University of Queensland chancellor Peter Varghese has strongly defended his vice-chancellor Peter Hoj from a parliamentary attack by Liberal Senator James Paterson, who said Professor Hoj’s $200,000 bonus incentive was partly responsible for the university’s over-reliance on Chinese students.
Mr Varghese accused Senator Paterson of quoting selectively from leaked university documents “to unfairly attack Professor Hoj’s character under the cloak of parliamentary privilege”.
Senator Paterson told the Senate on Tuesday night that one of Professor Hoj’s KPIs for his $200,000 bonus in 2019 was to strengthen the university’s relationship with China.
According to Senator Paterson, one of his KPIs said: “Continue to work towards a sound and strategic positioning in China, given its potential rise towards becoming the predominant provider of research globally and that it will continue to be a very important source of international students over at least the next five years, and likely more, barring geopolitical barriers being erected.”

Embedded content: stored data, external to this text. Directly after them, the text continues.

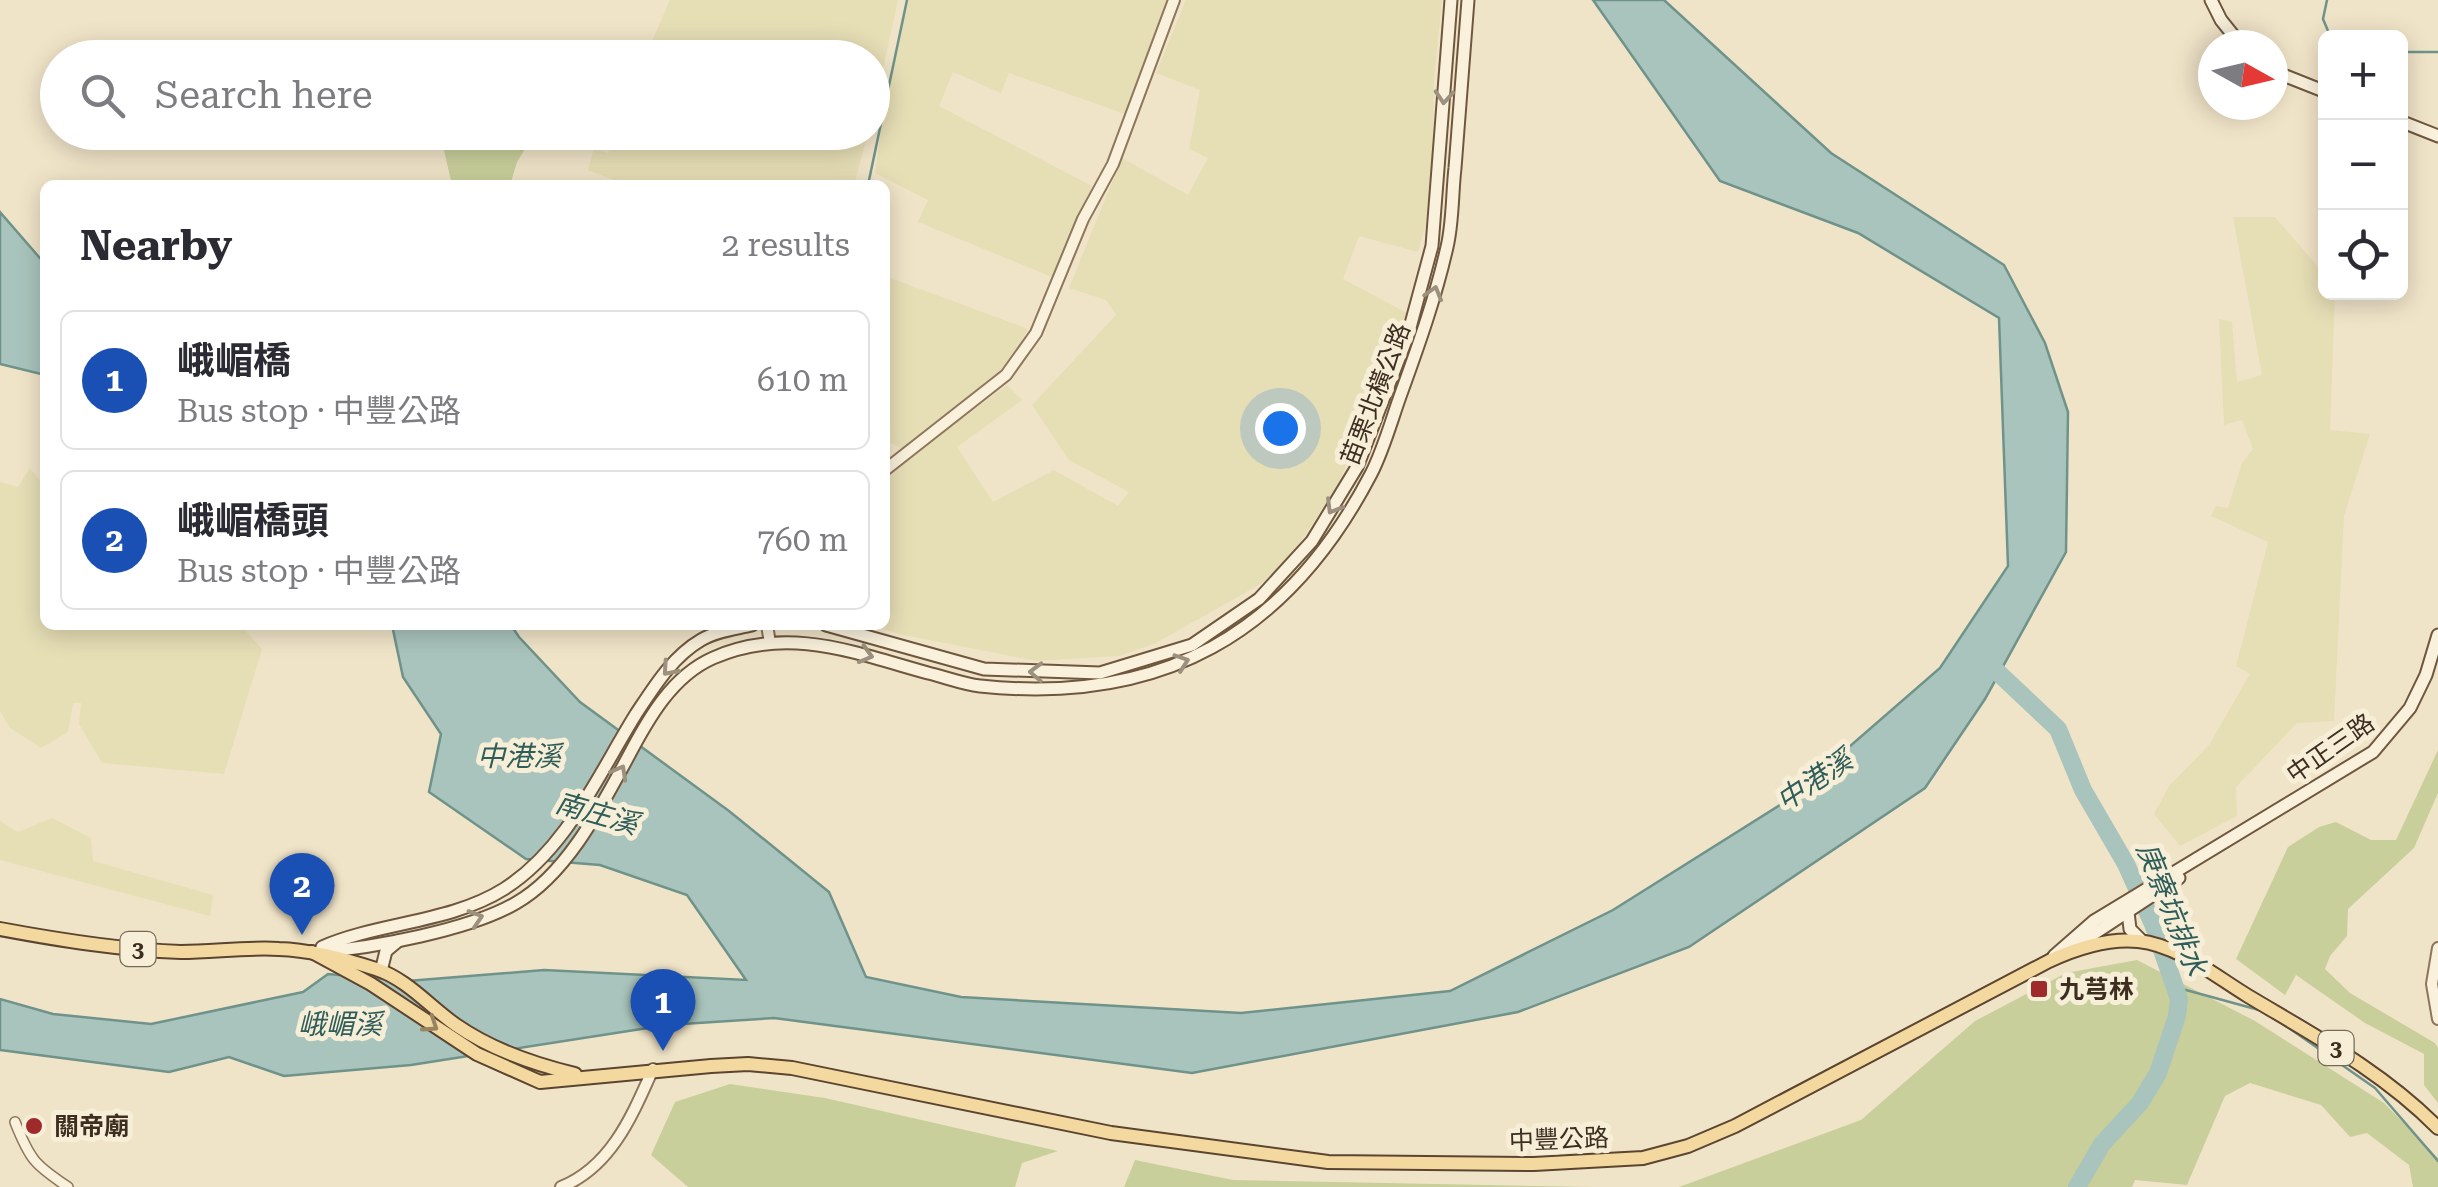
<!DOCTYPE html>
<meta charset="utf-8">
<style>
:root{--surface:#fff;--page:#f7f7f7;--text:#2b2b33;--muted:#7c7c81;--line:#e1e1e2;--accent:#111827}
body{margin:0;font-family:"Roboto Serif","Noto Sans TC",serif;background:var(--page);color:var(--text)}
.controls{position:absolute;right:30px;top:30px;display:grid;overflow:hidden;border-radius:15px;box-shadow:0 5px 25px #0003}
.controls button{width:90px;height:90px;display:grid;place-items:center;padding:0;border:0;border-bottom:2px solid var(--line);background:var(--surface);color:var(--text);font:50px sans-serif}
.compass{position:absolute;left:2198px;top:30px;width:90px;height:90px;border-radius:50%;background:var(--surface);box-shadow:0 5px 25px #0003;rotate:98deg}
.you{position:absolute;left:1280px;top:428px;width:35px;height:35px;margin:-25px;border:8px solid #fff;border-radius:50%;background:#1a73e8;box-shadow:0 0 0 15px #1a73e833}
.badge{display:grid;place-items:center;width:65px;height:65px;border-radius:50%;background:var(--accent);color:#fff;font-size:32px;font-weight:700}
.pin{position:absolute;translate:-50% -82px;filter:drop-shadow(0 2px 5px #0008)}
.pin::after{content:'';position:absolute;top:52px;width:35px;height:30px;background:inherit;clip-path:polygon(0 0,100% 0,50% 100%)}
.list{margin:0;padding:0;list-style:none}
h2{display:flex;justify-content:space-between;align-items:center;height:130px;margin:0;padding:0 40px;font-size:42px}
h2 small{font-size:32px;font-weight:400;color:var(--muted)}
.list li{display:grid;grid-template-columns:65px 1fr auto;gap:30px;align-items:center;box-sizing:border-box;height:140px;margin:0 20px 20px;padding:0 20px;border:2px solid var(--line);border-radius:15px}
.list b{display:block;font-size:38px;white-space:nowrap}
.list p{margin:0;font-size:32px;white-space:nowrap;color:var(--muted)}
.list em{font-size:32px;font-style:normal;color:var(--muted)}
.icon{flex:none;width:55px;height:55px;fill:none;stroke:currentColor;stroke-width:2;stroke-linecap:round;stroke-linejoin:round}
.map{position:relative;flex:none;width:2438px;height:1187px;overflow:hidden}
.search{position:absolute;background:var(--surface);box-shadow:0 5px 25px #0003;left:40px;top:40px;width:850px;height:110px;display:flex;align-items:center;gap:25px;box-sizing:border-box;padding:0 35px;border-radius:55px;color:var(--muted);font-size:38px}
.panel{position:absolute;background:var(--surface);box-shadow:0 5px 25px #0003;left:40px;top:180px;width:850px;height:450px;border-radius:15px}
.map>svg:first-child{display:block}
</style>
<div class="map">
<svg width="2438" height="1187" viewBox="0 0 2438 1187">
<rect width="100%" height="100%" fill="#f0e4c8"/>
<g fill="#e6deb5">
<path d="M670,0h228l-25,114 -1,-56 -227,-1z"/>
<path d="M908,0h261l-44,114 -116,-41 -8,20 -48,-21 -14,34 153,80 -40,91 -134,-55 10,-22 -53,-27 9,-66z"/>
<path d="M1186,0h256l-8,79 -1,69 -7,75 -8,29 -59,-16 -16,43 64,34 -29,80 -43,98 -57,83 -122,69 -37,13 -83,5 -137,-27 -27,-9h13v-149l122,-91 15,15 -65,47 36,55 61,-32 64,36 11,-14 -60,-32 -37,-55 84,-90 -10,-15 -37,-12 53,-130 66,37 20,-37 -19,-9 11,-59 -44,-17z"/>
<path d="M616,133v-1l252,1 -14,52h-228l-38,-15 6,-22 14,5z"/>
<path d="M2233,217h42l46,53h4l1,22 9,1 -5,137 40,4 -26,82 -10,205 -37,2 -61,64 1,29 -57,30 -26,-32 15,-28 40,-41 41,-71 -14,-8 32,-124 -57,-26 5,-10 12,2 14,-45 11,-14 -11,-29 -18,5 -5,-106 13,3 5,60 25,-7z"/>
<path d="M885,276l143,53 -20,35 -105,85 -18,-9z"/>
<path d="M30,468l15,19v138h195l22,24 -38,125 -122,-11 -23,-39 2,-21h-8l-5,29 -27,16 -31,-20 -10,-17v-229l18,5z"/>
<path d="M52,818l39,20 2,23 120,34 -3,21 -210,-56v-39l18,11z"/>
</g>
<g fill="#c9cf9b">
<path d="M440,133v-1l95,1 -18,29 -7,23h-58z"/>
<path d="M2438,750v43l-24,55 -66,61 -1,27 -17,20 -5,13 25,24 85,50 3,5v55l-14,-18v-31l-59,-31 -69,-48 -11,20 -49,-36 52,-112 31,-20 17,-5 35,18h25z"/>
<path d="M2137,960l118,61 129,82 54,55v29h-25l-4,-22 -42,-32 -17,4 -29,-32 -71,-22 -25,13 -38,89 -52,-5 -3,7h-453l182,-67 114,-99 91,-48z"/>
<path d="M730,1084l95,14 233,53 -36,12 -7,24h-327l-37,-32 24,-53z"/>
<path d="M1135,1160l98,20 360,7h-469z"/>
</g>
<g fill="#a9c4bc" stroke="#6f938a" stroke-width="2.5">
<path d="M1593,0h71l167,153 173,112 41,78 23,69 -2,140 -81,147 -60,89 -236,159 -171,65 -326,61 -418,-55 -107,7 -256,40 -127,11 -55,-19 -60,15 -169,-22v-51l53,15 98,10 152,-32 25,-18 79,7 137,-11 202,10 -59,-85 -87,-30 -74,-6 -97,-67 12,-58 -38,-57 -11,-52h119l8,12 61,65 149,109 100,81 37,85 95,20 280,16 209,-22 163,-81 175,-110 152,-132 68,-102 -9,-248 -141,-85 -138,-52z"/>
<path d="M0,212l45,52v111l-45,-11z"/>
</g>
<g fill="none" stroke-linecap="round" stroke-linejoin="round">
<g stroke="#6f938a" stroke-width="2.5">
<path d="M2327,0l-4,19 8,19"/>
<path d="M2400,52h38"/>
<path d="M868,185l39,-185"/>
<path d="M2175,987l84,23"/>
<path d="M2283,1024l92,64 63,73"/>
</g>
<path stroke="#a9c4bc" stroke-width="18" d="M1990,665l68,64 25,61 43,74 27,60 26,75 -2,17 -19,57 -18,30 -38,41 -25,43"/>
<defs>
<path id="minor" d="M15,1122c15,38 20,43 53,65"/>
<g id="tertiary">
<path d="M885,470l121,-95 30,-42 47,-114 30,-55 61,-164"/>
<path d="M767,625l3,18"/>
<path d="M2438,948l-6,36 6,35"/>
<path d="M561,1187c50,-20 71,-71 92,-118"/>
</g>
<g id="secondary">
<path d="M2211,0l10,20 20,25"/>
<path d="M2273,71l53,21"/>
<path d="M2400,121l38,15"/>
<path d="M826,625l158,44 116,4 92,-28 67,-46 53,-58 45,-74 51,-132 24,-89 19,-246"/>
<path d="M2128,912l2,17 12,12"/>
<path d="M322,947c57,-25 128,-24 182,-58 63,-40 94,-114 132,-175 18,-27 36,-57 65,-74 15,-9 34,-11 51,-15"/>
<path d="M2074,947l105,-69"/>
<path d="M319,952c53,-4 151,-22 197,-49 51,-29 85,-96 112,-146 20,-38 44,-81 85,-99 75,-33 142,-5 215,15 17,4 35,11 52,13 181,19 307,-51 391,-212 13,-25 21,-56 31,-83 17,-47 34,-95 45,-144 6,-25 5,-53 8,-79 4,-56 9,-112 13,-168"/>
<path d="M2054,956l40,-35 279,-169 37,-44 16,-33 12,-40"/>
<path d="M381,971l5,-20 12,-10"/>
</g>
<g id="primary">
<path d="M0,929c59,11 120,21 181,23 32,0 66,-5 98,-3 33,1 66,10 97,20 31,10 54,38 80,56 36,25 77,39 119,49"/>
<path d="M312,952l59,32 106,70 63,28 171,-16 37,-2 44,4 319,65 217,29 206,2 109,-6 45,-12 47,-20 314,-165c28,-13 58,-23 89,-20 40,4 77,35 110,55 67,40 135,76 190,132"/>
</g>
</defs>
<use href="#minor" stroke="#8d765c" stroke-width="12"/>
<use href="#tertiary" stroke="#8d765c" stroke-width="14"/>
<use href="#secondary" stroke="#6f573f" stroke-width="15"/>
<use href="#primary" stroke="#5b4430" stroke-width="16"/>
<use href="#minor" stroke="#faf1dc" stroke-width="9"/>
<use href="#tertiary" stroke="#faf1dc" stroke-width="10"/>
<use href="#secondary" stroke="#faf1dc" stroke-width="11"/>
<use href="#primary" stroke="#f3d9a0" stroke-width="12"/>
</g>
<defs><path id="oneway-chevron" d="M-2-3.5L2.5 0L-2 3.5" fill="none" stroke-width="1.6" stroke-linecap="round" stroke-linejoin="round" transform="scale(2.5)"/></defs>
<g stroke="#9c907e">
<use href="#oneway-chevron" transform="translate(1444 97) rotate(94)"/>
<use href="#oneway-chevron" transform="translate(1434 293) rotate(-74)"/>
<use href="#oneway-chevron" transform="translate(1333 507) rotate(121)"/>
<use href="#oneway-chevron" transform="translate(866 655) rotate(16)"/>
<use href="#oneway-chevron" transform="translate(1182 662) rotate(-19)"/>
<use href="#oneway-chevron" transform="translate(669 669) rotate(131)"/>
<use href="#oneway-chevron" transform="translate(1036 672) rotate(-178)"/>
<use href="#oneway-chevron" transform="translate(620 772) rotate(-61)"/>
<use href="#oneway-chevron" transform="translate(476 918) rotate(-18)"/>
</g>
<use stroke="#988460" href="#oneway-chevron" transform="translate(431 1025) rotate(34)"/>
<g fill="#9e2a2b" stroke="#f7eed8" stroke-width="4">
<rect x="2029" y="979" width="20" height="20" rx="5"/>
<circle cx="34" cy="1126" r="10"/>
</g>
<g text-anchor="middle" stroke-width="10" stroke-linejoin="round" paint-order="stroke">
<g fill="#f7eed8" stroke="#756857" stroke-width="2.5">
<rect x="120.5" y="932" width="35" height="34" rx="8"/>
<rect x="2318.5" y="1031" width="35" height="34" rx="8"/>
</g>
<g font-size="22" font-weight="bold" fill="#3d2e20">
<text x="138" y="957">3</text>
<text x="2336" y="1056">3</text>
</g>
<g font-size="25" fill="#3d2e20" stroke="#f7eed8">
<text transform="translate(1375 394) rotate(-69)" y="9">苗栗北橫公路</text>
<text transform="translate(2330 748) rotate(-35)" y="9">中正三路</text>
<text transform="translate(1559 1139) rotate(-2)" y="9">中豐公路</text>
</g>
<g font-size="25" font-weight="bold" fill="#3d2e20" stroke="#f7eed8" text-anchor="start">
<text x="2059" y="998">九芎林</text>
<text x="54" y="1135">關帝廟</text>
</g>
<g font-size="28" font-style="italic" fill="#2f5d5a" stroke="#f7eed8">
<text x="519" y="766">中港溪</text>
<text transform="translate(1814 780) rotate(-34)" y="10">中港溪</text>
<text transform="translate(597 813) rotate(16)" y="10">南庄溪</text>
<text transform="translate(2172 909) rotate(68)" y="10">庚寮坑排水</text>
<text x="340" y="1034">峨嵋溪</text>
</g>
</g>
</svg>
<div class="controls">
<button>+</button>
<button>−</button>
<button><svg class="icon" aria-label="locate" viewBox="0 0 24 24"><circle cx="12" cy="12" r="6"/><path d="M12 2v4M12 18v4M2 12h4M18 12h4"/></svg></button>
</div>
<svg class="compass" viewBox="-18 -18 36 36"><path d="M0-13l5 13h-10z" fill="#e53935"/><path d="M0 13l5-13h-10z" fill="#7c7c81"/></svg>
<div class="you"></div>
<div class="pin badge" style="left:663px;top:1051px;background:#1a4fb4">1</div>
<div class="pin badge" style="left:302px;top:935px;background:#1a4fb4">2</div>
<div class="search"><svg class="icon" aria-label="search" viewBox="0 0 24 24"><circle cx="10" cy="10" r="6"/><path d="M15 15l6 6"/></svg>Search here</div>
<section class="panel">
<h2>Nearby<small>2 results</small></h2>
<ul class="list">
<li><span class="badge" style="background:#1a4fb4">1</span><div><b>峨嵋橋</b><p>Bus stop · 中豐公路</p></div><em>610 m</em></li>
<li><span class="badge" style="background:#1a4fb4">2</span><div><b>峨嵋橋頭</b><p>Bus stop · 中豐公路</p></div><em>760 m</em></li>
</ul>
</section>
</div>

Senator Paterson said the UQ senate’s remuneration committee had noted, in judging Professor Hoj’s performance, that “demand for UQ courses from China has continued to grow strongly, and we will likely end up with 63 per cent of commencing international students coming from China in semester 1, 2020.”
He told the Senate that the university should not have regarded this as a positive.
“Far from an achievement warranting a bonus paid from student fees and taxpayer dollars, the prospect of 63 per cent of a university’s foreign students coming from only one country should have been an alarm bell,” Senator Paterson told the Senate.
He said universities, including UQ, had not heeded warnings that they were too reliant on China for international students and needed to diversify.
In response, Mr Varghese — a former head of the Department of Foreign Affairs and Trade and a former director-general of the Australia’s peak intelligence agency, the Office of National Assessments — said that because Chinese students accounted for about 20 per cent of UQ’s revenue and China was a major research partner, “it would be surprising if the management of this relationship was not one of the vice-chancellor’s KPIs”.
“There is nothing subversive about this,” he said on Thursday.
Mr Varghese said that, while Professor Hoj had been criticised for his links to China it was “worth noting that he has been a significant contributor to the design of the (federal) government’s framework on how to manage areas of research with foreign partners that may have national security implications”.
He said that, as a former DFAT and intelligence agency head, he was “not unfamiliar with both the risks and the opportunities in our relationship with China”.
Diversification of international students was best achieved by growing other markets, not radically shrinking the China market, Mr Varghese said.
Australia had to come to grips with China’s emergence as a leading economy and research powerhouse, he added.
“Our political systems and values are very different. But boycotting China is not a sensible option. What we need is clear-eyed engagement with China which serves our interests and is faithful to our values,” Mr Varghese said.